Exercise details = Within the entries below, find the lines that hold "bottom" and report only how many there are.

Entries taken from a collection
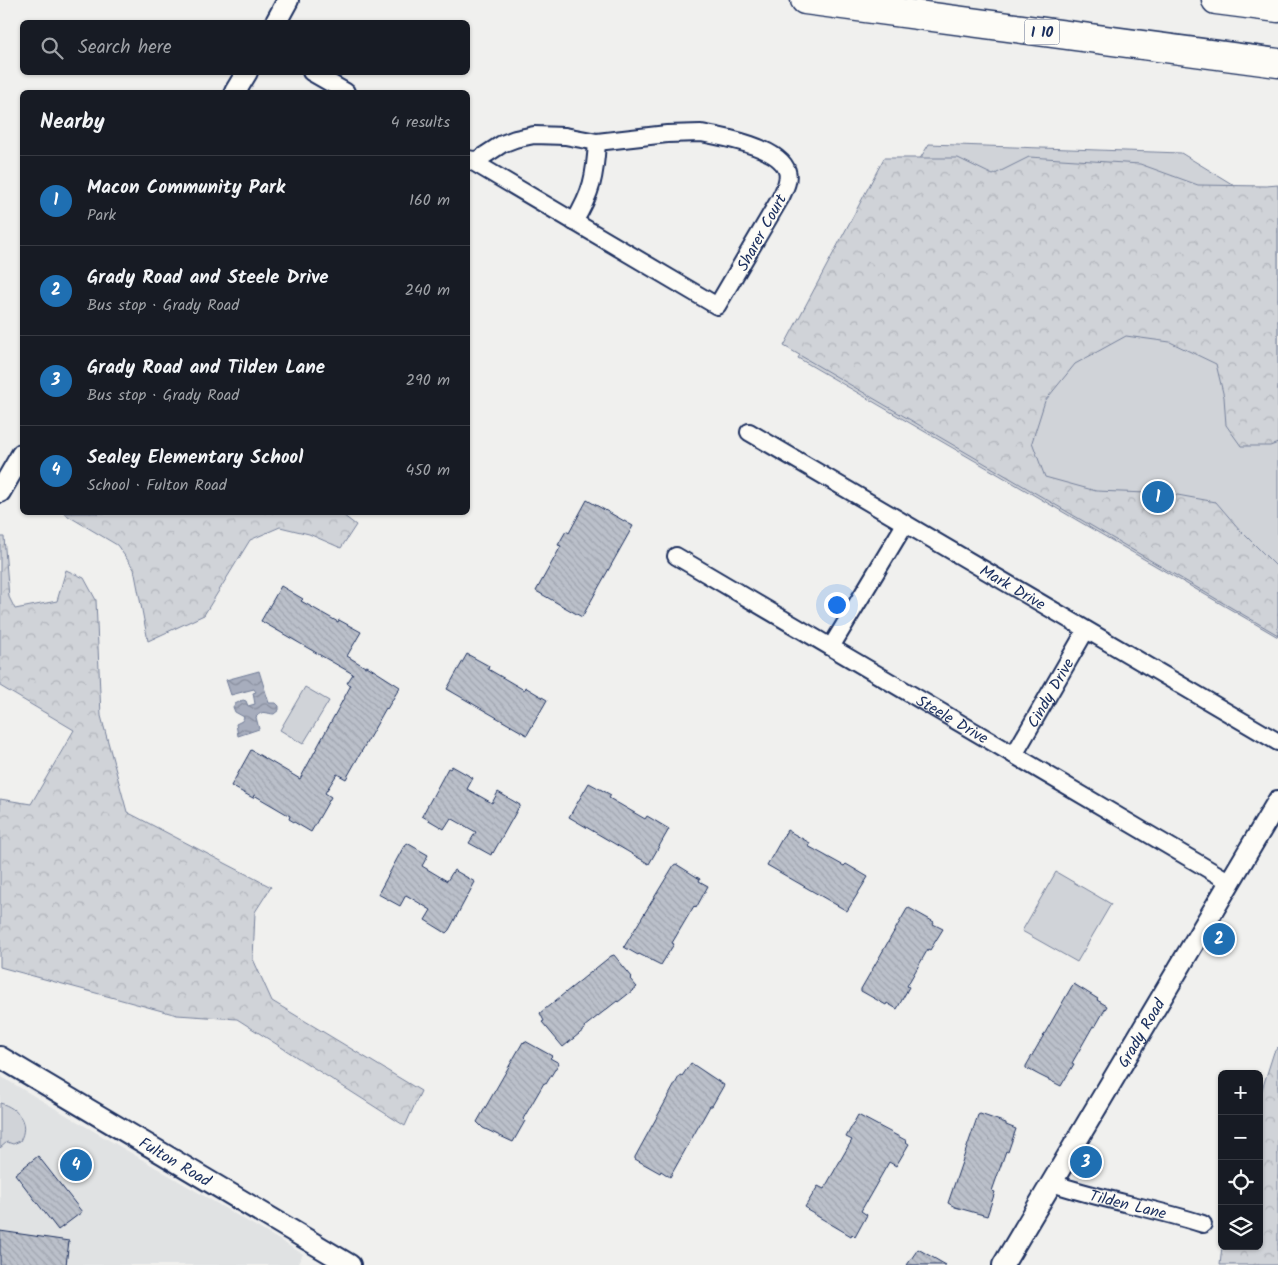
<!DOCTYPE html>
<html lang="en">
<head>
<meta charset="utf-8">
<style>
	body { margin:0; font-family:Kalam,sans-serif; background:#20242c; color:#f1f3f6 }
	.controls { position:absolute; right:15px; bottom:15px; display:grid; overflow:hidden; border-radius:8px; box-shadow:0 1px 4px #0004 }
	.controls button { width:45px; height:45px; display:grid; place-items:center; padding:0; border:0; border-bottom:1px solid #363941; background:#171b24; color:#f1f3f6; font:25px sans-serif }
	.you { position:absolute; left:836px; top:604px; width:18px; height:18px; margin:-12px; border:4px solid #fff; border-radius:50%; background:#1a73e8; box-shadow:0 0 0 8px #1a73e833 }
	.badge { display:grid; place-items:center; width:32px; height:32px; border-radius:50%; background:#1f6fb2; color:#fff; font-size:16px; font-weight:700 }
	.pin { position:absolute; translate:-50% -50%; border:2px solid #fff; box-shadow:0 1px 5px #0006 }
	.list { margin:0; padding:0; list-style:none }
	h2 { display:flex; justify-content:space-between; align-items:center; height:65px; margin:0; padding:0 20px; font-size:21px }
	h2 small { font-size:16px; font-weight:400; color:#9ea1a6 }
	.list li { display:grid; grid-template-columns:32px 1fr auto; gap:15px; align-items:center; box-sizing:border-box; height:90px; padding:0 20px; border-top:1px solid #363941 }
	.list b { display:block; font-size:19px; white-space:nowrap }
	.list p { margin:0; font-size:16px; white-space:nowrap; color:#9ea1a6 }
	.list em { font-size:16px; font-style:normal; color:#9ea1a6 }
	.icon { flex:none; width:28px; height:28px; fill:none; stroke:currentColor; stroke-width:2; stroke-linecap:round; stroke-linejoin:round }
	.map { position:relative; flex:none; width:1278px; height:1265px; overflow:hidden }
	.search { position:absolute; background:#171b24; box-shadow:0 1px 4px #0004; left:20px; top:20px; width:450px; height:55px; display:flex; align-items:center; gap:12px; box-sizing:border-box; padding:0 18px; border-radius:8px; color:#9ea1a6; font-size:19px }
	.panel { position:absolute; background:#171b24; box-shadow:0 1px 4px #0004; left:20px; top:90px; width:450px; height:425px; border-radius:8px }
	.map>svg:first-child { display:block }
</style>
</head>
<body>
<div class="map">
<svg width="1278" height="1265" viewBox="0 0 1278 1265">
	<defs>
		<pattern id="forest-crowns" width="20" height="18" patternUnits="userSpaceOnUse" patternTransform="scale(1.25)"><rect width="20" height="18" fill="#d0d3d8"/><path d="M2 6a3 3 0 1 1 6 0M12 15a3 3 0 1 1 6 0" fill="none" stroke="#b2b5bc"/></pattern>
		<pattern id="water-waves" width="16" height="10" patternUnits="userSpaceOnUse" patternTransform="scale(1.25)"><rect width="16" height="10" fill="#a7adbd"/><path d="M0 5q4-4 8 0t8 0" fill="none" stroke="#878d9d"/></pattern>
		<pattern id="building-back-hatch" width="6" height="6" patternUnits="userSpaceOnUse" patternTransform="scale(1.25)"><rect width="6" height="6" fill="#bbc0ca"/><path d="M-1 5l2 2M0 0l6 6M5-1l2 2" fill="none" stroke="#a0a5b0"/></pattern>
	</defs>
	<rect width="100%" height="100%" fill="#f0f0ee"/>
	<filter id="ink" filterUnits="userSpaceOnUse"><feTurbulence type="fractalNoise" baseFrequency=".02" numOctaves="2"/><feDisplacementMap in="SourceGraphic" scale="10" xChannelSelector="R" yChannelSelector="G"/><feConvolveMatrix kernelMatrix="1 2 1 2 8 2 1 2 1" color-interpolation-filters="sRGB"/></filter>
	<g filter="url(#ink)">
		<polygon fill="#e0e2e3" points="0,1076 303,1254 297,1265 0,1265"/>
		<g fill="#d0d3d8" stroke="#76819b">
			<polygon points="929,144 1181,153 1278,212 1278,637 798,358"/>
			<polygon points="305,687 329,701 303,744 280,730"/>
			<polygon points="1056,872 1111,904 1077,962 1022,931"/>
			<path d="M 0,1103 C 18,1108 30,1123 20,1141 L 13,1144 L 7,1142 L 0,1148 Z"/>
		</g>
		<g fill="url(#forest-crowns)" stroke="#76819b">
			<polygon points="1029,157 1140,164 1198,185 1266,186 1278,185 1278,443 1270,446 1241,446 1226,425 1224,397 1216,364 1170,342 1126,336 1075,364 1045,401 1032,442 1045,477 1096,491 1172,494 1216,502 1240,530 1278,568 1278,635 784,346 884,158 958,158 993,175"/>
			<polygon points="339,512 356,525 341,548 309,534 280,527 250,540 204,615 148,641 134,569 117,545 63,513"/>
			<polygon points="0,537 4,537 9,597 15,609 57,601 66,570 84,578 96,600 101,716 127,812 271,887 255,912 253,959 272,1001 421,1091 405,1126 237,1019 177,1015 0,967 0,799 31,804 74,730 0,686"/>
			<polygon points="1278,1047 1278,1265 1220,1265 1222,1246 1259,1246 1259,1099 1274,1052"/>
		</g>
		<path fill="url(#water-waves)" stroke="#6f7b97" d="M 259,671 L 269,703 L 276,703 L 279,706 L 279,710 L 274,714 C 267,714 263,709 256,717 L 259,729 L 238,736 L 236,724 L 242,721 L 244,717 L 235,712 L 233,707 L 235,704 L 243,700 L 246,701 L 248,706 L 255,704 L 253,693 L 256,692 L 254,689 L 231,695 L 226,680 Z"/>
		<g fill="url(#building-back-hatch)" stroke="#1b2f5e">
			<polygon points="587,500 633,526 582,617 536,591 561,546 558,545 566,531 569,533"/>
			<polygon points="281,586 303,599 301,601 338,622 339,620 361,632 347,656 365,667 367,666 400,687 387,709 386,708 346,779 337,774 325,793 331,797 311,832 289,819 290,816 254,795 253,798 231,786 251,750 300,779 351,685 347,683 353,674 261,621"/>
			<polygon points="467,654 489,666 488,669 524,690 525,687 547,700 527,735 447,689"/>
			<polygon points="452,766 473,778 467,789 492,803 498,792 520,805 493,853 492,852 491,855 469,843 476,832 451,818 444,829 422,816 448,768 450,769"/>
			<polygon points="589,783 611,795 609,798 645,819 647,816 669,829 649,864 569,817"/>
			<polygon points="787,830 810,843 808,846 844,866 846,864 868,877 847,911 767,865"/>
			<polygon points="407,843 428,855 422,866 447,881 454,870 475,882 449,930 446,933 425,920 431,910 406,895 400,906 378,894 404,846 405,847"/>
			<polygon points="676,864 700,879 699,881 708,886 696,908 694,906 672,943 674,944 661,965 639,954 638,955 624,947 674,865"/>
			<polygon points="909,908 934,922 933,924 943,929 930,950 928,949 907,986 909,987 897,1009 887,1003 886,1005 861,991 861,989 907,909"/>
			<polygon points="614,955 632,977 630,979 637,987 618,1002 617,1001 584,1027 585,1029 563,1047 542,1022 544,1021 540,1013 611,956"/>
			<polygon points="1074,984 1098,999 1097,1000 1107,1006 1095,1027 1093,1026 1072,1063 1074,1064 1061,1086 1039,1075 1026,1068 1026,1066 1072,986"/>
			<polygon points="525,1041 552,1056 550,1058 559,1063 546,1084 544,1083 523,1119 525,1121 513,1142 483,1128 477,1122 523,1042 524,1043"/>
			<polygon points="691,1063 724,1085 712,1106 710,1106 670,1177 661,1171 660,1173 635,1159 635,1157 680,1075 682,1076"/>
			<polygon points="980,1114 1006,1123 1006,1125 1016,1129 1008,1152 1006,1151 992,1191 995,1192 987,1216 955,1207 948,1203 978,1115"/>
			<polygon points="858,1115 907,1141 906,1142 909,1144 896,1166 889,1162 861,1211 867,1215 855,1237 852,1234 851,1236 807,1210 808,1209 805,1207 818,1186 824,1189 852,1140 846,1137"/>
			<polygon points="38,1156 82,1212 58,1230 15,1174"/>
			<polygon points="0,1231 69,1241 66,1265 0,1265"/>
			<polygon points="918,1249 946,1265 907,1265"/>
		</g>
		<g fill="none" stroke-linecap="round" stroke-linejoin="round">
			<g stroke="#1b2f5e" stroke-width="20">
				<g id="minor">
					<polyline points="311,72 346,92"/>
					<path d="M 701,133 C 723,137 780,147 787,171 C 790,180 784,190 781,197 L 717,306 L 468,159 L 474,160 L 479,159 L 502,144 L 515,139 L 534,135 L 565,136 L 597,142 L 667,134 Z"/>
					<path d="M 574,222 C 592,192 595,177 597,142"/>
					<path id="s1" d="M 749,432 L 1278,742"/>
					<path id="s2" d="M 676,556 L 1230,882"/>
					<polyline points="831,647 905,524"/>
					<path id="s3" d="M 1014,755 L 1086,630"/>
					<path id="s4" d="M 1052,1183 C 1102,1200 1154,1208 1203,1224"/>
				</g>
			</g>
			<g stroke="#1b2f5e" stroke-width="24">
				<g id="tertiary">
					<polyline points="276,22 288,0"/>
					<polyline points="235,92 247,72"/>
					<polyline points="0,492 22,454"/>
					<path id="s5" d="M 0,1057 L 350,1265"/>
					<path id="s6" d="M 1003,1265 L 1278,801"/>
				</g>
			</g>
			<g stroke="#1b2f5e" stroke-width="31">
				<g id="motorway">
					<polyline points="805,0 1278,63"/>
					<polyline points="1216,0 1278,8"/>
				</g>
			</g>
			<use href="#minor" stroke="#fdfcf7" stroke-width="16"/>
			<use href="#tertiary" stroke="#fdfcf7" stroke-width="20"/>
			<use href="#motorway" stroke="#fdfcf7" stroke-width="28"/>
		</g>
	</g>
	<g text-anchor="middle" stroke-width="4" stroke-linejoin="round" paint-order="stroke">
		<rect fill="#fdfcf7" stroke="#5f6c8c" stroke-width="1" x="1024.5" y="19.5" width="35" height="25" rx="4"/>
		<g font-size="15" font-weight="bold" fill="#1b2f5e">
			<text x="1042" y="37">I 10</text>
		</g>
		<g font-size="16" fill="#1b2f5e" stroke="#fdfcf7">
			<text transform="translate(761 232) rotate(-61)" y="6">Sharer Court</text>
			<text dy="6" stroke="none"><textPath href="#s1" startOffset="306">Mark Drive</textPath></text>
			<text dy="6" stroke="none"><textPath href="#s3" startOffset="72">Cindy Drive</textPath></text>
			<text dy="6" stroke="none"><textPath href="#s2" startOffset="321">Steele Drive</textPath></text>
			<text dy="6" stroke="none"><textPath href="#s6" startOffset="270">Grady Road</textPath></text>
			<text dy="6" stroke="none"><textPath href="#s5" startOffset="204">Fulton Road</textPath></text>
			<text dy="6" stroke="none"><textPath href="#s4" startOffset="79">Tilden Lane</textPath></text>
		</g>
	</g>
</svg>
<div class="controls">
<button>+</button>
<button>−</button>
<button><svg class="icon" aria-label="locate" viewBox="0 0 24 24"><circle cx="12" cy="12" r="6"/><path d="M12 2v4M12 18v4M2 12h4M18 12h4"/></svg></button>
<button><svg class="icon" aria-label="layers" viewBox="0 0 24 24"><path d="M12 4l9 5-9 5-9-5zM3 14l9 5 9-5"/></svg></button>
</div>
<div class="you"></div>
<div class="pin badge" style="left:1158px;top:497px">1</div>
<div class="pin badge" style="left:1219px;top:939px">2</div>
<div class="pin badge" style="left:1086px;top:1162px">3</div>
<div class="pin badge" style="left:76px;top:1165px">4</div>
<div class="search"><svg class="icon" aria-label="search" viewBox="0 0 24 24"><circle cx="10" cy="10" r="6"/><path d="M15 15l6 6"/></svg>Search here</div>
<section class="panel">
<h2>Nearby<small>4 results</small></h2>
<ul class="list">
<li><span class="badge">1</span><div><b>Macon Community Park</b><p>Park</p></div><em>160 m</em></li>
<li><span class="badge">2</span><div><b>Grady Road and Steele Drive</b><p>Bus stop · Grady Road</p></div><em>240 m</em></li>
<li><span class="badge">3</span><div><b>Grady Road and Tilden Lane</b><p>Bus stop · Grady Road</p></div><em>290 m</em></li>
<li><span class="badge">4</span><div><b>Sealey Elementary School</b><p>School · Fulton Road</p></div><em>450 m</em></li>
</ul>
</section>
</div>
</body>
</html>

Task result = 2